El exviceministro también puso la atención sobre el movimiento económico que, a su juicio, estaría relacionado con el lavado de activos. Señaló que existen negocios prósperos que aparentemente no justificarían el nivel de riqueza observado, así como personas que de un momento a otro aparecen con importantes recursos económicos.
Para Corcuera, seguir el dinero constituye un elemento fundamental para debilitar las estructuras criminales. Explicó que estas organizaciones pueden reemplazar a personas detenidas, adquirir nuevas armas y contratar a otros individuos para ejecutar acciones delictivas. Por ello, consideró clave congelar el dinero y los activos vinculados con estas actividades, además de investigar posibles empresas de fachada utilizadas para introducir recursos de origen ilícito en el sistema económico.
EL CASO DEL EMPRESARIO JENS LARA
Respecto al secuestro de Jens Lara, Corcuera cuestionó la información difundida sobre la participación de los cuatro jóvenes detenidos por la Policía Nacional.
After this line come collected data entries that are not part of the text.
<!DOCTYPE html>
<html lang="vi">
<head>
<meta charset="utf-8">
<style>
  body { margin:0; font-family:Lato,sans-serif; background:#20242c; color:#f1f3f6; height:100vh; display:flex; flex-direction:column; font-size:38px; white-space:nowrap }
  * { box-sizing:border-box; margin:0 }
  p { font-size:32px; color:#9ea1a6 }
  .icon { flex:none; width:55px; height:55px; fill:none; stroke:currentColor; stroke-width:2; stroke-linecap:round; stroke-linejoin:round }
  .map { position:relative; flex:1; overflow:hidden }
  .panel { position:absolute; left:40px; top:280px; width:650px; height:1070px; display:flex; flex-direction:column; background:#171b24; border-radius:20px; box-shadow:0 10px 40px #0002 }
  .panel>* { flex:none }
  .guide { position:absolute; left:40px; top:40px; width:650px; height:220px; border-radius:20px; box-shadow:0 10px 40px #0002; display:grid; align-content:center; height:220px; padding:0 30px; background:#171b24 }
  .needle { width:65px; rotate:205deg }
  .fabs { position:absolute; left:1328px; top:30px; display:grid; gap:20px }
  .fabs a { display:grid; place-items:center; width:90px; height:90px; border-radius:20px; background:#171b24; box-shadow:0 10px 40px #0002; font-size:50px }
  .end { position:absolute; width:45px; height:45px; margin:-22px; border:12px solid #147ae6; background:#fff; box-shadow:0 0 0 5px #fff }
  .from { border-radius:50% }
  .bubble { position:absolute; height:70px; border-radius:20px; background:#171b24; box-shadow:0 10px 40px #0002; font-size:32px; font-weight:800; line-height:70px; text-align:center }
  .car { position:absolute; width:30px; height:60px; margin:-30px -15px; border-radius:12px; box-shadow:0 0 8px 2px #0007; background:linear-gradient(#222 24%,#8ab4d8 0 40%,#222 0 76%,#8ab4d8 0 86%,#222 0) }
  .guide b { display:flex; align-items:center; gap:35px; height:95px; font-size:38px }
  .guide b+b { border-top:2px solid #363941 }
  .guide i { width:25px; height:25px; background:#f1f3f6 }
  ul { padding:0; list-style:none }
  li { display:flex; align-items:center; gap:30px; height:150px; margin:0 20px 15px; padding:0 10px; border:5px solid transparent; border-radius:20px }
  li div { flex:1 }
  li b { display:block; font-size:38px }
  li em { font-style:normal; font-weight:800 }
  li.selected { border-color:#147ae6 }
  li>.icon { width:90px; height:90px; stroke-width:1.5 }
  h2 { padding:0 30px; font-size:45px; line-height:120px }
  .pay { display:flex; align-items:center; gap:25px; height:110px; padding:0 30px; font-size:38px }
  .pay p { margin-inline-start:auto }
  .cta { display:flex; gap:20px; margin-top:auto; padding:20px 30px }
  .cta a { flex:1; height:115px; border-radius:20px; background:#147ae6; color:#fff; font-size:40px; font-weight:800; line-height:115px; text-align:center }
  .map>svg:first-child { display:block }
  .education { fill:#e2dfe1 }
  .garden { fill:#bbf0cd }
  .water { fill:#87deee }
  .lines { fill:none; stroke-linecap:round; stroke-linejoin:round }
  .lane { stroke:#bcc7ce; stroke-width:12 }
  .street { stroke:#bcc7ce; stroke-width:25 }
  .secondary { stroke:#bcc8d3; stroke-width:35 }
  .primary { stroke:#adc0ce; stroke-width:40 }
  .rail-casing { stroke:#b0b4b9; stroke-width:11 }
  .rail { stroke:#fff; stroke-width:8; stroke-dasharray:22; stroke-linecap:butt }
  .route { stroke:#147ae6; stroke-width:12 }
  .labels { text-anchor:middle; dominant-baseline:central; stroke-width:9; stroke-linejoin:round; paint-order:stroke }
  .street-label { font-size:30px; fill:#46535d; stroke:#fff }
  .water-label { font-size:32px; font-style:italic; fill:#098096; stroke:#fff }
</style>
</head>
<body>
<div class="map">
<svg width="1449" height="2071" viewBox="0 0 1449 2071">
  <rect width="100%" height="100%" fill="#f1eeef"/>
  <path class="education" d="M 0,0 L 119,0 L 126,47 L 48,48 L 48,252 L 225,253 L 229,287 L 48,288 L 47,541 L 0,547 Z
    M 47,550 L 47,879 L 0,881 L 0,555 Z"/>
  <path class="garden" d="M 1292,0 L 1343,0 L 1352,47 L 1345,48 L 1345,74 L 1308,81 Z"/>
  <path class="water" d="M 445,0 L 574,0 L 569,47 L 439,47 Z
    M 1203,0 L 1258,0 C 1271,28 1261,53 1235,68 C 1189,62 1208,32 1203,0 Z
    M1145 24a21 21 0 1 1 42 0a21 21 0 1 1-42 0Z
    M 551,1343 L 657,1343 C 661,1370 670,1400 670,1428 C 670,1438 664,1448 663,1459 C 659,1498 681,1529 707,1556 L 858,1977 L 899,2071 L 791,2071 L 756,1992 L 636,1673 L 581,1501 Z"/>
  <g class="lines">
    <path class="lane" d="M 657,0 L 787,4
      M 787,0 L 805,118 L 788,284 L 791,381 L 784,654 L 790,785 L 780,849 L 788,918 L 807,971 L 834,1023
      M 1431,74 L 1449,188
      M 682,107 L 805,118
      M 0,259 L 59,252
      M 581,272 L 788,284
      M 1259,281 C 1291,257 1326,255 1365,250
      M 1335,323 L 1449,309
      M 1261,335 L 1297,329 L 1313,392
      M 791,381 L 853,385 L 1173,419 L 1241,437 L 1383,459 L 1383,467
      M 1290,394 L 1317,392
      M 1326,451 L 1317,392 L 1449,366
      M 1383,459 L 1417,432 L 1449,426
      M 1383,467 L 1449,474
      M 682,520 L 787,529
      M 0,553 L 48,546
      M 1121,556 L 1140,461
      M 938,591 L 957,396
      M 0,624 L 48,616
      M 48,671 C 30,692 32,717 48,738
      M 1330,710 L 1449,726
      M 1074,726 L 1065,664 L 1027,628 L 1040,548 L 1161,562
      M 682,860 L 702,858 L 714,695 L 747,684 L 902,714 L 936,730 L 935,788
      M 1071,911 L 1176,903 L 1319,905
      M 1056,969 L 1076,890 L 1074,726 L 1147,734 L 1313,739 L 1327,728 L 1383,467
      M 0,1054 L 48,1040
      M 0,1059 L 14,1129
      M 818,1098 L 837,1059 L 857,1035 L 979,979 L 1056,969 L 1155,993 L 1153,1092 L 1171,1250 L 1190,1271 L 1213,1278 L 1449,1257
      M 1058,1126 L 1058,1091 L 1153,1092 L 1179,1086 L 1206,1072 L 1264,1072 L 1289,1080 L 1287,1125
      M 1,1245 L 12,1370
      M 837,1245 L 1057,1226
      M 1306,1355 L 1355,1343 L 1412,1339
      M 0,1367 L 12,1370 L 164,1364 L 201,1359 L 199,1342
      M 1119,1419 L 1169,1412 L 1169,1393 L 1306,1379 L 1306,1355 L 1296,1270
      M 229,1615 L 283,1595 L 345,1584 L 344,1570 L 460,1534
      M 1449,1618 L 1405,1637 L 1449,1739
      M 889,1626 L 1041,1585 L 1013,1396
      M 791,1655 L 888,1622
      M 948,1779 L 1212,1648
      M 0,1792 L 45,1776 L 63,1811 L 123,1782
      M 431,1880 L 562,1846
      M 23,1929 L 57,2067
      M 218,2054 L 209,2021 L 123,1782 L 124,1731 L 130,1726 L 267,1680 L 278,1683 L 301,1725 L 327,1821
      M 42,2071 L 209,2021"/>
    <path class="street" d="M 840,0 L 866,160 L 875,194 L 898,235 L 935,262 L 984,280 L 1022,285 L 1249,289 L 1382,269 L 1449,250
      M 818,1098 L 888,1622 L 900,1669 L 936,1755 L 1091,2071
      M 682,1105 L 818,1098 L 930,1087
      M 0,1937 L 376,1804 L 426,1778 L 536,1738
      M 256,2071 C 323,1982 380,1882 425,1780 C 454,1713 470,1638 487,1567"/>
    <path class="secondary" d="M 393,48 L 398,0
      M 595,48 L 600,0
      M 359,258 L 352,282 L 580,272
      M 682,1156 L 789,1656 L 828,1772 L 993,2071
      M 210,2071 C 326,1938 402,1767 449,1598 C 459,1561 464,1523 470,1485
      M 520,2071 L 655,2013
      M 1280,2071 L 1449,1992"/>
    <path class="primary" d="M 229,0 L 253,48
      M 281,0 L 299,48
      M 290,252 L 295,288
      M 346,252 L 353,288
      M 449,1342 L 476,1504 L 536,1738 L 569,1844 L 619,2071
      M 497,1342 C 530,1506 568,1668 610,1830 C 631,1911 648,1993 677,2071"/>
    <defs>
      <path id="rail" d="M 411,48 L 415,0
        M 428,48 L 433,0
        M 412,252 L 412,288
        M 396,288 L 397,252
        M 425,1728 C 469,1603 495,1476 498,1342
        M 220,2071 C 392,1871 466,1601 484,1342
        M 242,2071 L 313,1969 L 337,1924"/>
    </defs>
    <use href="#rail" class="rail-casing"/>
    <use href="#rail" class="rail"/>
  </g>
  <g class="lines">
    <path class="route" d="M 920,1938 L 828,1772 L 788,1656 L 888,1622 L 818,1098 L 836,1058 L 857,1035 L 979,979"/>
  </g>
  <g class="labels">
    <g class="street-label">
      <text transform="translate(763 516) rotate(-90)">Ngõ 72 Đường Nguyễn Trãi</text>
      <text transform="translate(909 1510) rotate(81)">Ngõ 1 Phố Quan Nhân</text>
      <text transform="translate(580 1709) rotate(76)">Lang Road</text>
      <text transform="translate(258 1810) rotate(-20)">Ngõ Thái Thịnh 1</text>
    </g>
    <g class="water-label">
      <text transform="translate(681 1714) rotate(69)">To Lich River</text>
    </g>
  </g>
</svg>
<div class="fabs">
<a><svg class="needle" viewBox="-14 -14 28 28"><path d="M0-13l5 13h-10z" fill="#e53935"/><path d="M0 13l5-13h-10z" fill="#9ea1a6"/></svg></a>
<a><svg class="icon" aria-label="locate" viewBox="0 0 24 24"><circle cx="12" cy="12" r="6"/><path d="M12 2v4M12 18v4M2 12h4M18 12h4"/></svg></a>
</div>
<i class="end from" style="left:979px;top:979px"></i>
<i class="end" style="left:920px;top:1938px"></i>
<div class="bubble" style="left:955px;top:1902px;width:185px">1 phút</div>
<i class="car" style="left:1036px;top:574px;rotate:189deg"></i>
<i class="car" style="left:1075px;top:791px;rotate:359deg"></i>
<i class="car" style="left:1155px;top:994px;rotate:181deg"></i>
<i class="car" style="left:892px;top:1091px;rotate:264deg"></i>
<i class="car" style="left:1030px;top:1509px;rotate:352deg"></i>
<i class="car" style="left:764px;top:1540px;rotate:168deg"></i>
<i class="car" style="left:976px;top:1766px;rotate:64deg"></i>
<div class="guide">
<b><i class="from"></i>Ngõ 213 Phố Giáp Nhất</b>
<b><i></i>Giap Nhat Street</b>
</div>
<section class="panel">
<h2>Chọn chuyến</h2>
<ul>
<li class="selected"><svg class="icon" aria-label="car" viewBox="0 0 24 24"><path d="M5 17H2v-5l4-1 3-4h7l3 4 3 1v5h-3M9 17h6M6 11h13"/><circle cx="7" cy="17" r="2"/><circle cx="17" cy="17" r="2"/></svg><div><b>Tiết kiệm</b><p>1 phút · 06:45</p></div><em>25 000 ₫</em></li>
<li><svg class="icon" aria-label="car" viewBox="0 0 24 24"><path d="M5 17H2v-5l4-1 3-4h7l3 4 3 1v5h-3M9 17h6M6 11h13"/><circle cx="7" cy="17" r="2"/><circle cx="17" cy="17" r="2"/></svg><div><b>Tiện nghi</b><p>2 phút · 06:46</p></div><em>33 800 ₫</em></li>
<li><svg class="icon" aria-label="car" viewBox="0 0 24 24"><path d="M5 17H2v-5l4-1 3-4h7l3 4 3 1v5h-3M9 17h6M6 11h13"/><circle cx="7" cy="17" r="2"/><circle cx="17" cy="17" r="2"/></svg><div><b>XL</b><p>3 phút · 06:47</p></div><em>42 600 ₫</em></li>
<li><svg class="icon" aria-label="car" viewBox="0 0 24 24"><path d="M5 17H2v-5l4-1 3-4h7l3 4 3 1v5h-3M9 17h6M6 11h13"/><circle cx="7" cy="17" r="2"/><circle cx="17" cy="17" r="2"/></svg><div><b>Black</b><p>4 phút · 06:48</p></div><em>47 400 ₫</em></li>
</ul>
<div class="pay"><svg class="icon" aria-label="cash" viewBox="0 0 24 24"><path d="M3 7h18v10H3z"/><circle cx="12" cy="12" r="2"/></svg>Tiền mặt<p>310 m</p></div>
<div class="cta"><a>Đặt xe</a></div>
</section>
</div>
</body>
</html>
Según explicó, inicialmente se indicó que los intervenidos habían participado en el ataque y el secuestro, mientras que posteriormente el ministro del Interior señaló que habían intervenido en el secuestro, sin precisar que fueran quienes se acercaron a la camioneta del empresario o quienes lo capturaron.
El especialista consideró que los detenidos pudieron desempeñar otras funciones dentro de la operación criminal, como labores logísticas, actuar como enlaces o encargarse de recibir llamadas. También señaló que sus características físicas no necesariamente coincidirían con las de los sujetos registrados en las imágenes del ataque.
Corcuera planteó además que las organizaciones criminales podrían recurrir a personas contratadas específicamente para realizar determinadas acciones. En ese contexto, citó la cautela del fiscal superior de Crimen Organizado, Jorge Chávez Cotrina, quien manifestó que esperaría los resultados de las pruebas científicas antes de establecer una posición sobre el caso.
ANTECEDENTES EN TRUJILLO
El exviceministro recordó que Trujillo ya ha registrado otros hechos relacionados con organizaciones criminales. Entre ellos mencionó que en enero de 2025 un grupo lanzó explosivos contra la sede principal del Ministerio Público.
También hizo referencia a casos en los que delincuentes se hicieron pasar por policías. En uno de estos episodios, según relató, sacaron por la fuerza a un empresario y se lo llevaron, mientras que en otro un grupo ingresó a un restaurante y asesinó a una persona.
Corcuera sostuvo que estos hechos evidenciarían una situación en la que el crimen organizado habría superado las capacidades del Estado en determinadas zonas del país. Además, consideró que las versiones contradictorias y la ausencia de algunas autoridades generan “una sensación de caos o de desorden cuando menos”.
Finalmente, el criminólogo comparó el escenario actual con la situación que atravesó México durante los años 2000. Aunque señaló que anteriormente se había resistido a realizar este tipo de comparaciones, afirmó que el contexto actual en el país le recuerda a ese periodo.